Remembering José Martí, the Literary Man Who Started a Revolution

Photo Courtesy of BELatina
Photo Courtesy of BELatina

On April 10, 1892, Cuban intellectual José Martí created the Partido Revolucionario Cubano (PRC). While Martí will always be remembered as a hero and martyr of the Cuban Revolution, the literary world will forever revere his way with words, which became a catalyst for change. 

His quest for Cuba’s independence ultimately became synonymous with liberty and equality throughout the Americas, and on January 28th, Cubans celebrate his birthday by lighting torches in his honor.

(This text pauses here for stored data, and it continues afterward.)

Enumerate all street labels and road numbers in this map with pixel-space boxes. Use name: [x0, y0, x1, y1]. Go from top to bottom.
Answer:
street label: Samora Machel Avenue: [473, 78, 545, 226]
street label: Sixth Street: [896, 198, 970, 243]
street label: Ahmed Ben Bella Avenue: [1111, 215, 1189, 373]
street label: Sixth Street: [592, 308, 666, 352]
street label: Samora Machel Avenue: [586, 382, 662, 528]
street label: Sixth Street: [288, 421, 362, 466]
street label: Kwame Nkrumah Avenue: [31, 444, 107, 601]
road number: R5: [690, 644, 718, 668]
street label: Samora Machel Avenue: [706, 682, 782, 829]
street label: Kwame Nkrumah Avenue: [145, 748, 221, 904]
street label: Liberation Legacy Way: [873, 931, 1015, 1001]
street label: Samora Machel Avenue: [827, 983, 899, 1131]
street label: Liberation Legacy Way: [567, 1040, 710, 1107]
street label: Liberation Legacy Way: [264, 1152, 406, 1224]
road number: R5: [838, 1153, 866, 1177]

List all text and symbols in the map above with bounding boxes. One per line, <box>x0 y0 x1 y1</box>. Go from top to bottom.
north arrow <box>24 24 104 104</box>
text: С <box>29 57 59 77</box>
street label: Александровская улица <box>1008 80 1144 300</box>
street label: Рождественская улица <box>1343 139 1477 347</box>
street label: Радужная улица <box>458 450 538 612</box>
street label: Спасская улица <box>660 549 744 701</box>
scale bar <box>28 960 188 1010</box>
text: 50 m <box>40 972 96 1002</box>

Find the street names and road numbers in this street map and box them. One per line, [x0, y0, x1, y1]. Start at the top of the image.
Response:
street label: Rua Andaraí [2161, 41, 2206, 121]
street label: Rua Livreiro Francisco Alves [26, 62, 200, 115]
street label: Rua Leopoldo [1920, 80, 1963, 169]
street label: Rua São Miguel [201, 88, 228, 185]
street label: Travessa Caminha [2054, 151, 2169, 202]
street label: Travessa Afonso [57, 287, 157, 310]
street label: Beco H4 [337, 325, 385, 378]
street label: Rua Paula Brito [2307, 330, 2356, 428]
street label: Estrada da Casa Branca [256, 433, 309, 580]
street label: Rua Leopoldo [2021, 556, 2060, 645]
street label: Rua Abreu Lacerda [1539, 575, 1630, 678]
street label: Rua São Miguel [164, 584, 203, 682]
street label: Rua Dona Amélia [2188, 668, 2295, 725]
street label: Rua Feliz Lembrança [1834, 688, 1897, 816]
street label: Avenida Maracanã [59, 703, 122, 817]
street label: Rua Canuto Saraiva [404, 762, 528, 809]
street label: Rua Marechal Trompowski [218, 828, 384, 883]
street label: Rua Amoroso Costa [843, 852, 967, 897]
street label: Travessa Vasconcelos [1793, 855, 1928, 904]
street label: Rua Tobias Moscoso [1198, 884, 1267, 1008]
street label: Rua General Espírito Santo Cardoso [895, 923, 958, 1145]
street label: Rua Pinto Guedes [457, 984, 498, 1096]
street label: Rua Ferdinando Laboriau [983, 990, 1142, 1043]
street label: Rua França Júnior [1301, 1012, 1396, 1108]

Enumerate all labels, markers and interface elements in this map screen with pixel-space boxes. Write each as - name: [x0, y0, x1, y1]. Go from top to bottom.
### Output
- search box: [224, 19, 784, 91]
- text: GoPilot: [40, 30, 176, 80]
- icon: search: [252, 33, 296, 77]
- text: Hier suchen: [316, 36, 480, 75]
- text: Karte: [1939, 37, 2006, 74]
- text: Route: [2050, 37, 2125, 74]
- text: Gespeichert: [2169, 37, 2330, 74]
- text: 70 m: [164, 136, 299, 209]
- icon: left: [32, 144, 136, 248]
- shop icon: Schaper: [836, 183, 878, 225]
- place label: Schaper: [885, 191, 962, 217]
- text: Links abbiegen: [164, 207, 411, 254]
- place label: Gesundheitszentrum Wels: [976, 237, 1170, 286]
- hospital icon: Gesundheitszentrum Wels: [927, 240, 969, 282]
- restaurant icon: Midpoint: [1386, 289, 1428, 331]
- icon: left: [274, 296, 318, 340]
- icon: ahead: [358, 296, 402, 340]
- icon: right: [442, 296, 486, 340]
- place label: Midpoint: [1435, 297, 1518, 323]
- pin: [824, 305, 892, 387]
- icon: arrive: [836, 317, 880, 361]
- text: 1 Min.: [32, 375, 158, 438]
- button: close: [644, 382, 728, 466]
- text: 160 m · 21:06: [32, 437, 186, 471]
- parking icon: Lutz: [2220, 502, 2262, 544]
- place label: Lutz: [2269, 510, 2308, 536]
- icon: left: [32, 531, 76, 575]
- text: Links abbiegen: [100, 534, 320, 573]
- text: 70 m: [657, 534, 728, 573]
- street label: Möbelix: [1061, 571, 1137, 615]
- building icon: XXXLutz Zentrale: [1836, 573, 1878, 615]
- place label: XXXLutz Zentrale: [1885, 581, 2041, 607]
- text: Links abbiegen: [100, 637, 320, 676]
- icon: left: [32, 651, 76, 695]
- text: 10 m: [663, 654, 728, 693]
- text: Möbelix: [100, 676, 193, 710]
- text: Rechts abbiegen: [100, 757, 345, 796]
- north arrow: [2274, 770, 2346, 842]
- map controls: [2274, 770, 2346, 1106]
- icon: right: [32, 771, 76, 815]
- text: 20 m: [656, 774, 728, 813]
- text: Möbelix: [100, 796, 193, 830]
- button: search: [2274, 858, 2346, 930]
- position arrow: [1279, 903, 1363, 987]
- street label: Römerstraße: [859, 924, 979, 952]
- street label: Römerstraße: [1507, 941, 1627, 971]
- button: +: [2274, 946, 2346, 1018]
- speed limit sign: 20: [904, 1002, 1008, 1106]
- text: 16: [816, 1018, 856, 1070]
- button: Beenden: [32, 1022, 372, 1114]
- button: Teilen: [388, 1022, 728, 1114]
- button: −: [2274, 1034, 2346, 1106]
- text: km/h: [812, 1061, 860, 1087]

Martí’s vision not only helped unite Cubans, but it also had a considerable impact on the expansion of Spanish-language letters globally to ignite dialogue among all parts of society.  He is also considered the most widely-read writer in Spanish in the Hispano-American world in the 1880s. A believer in freedom of expression, at age 16, he founded the Cuban newspaper, ”La Patria Libre.” Years later, as an exile, his prestige as a deep thinker spread throughout the continent thanks to the power of Spanish-language newspapers that published his writings in countries like Spain, Mexico, Uruguay, Argentina, Venezuela, and others. 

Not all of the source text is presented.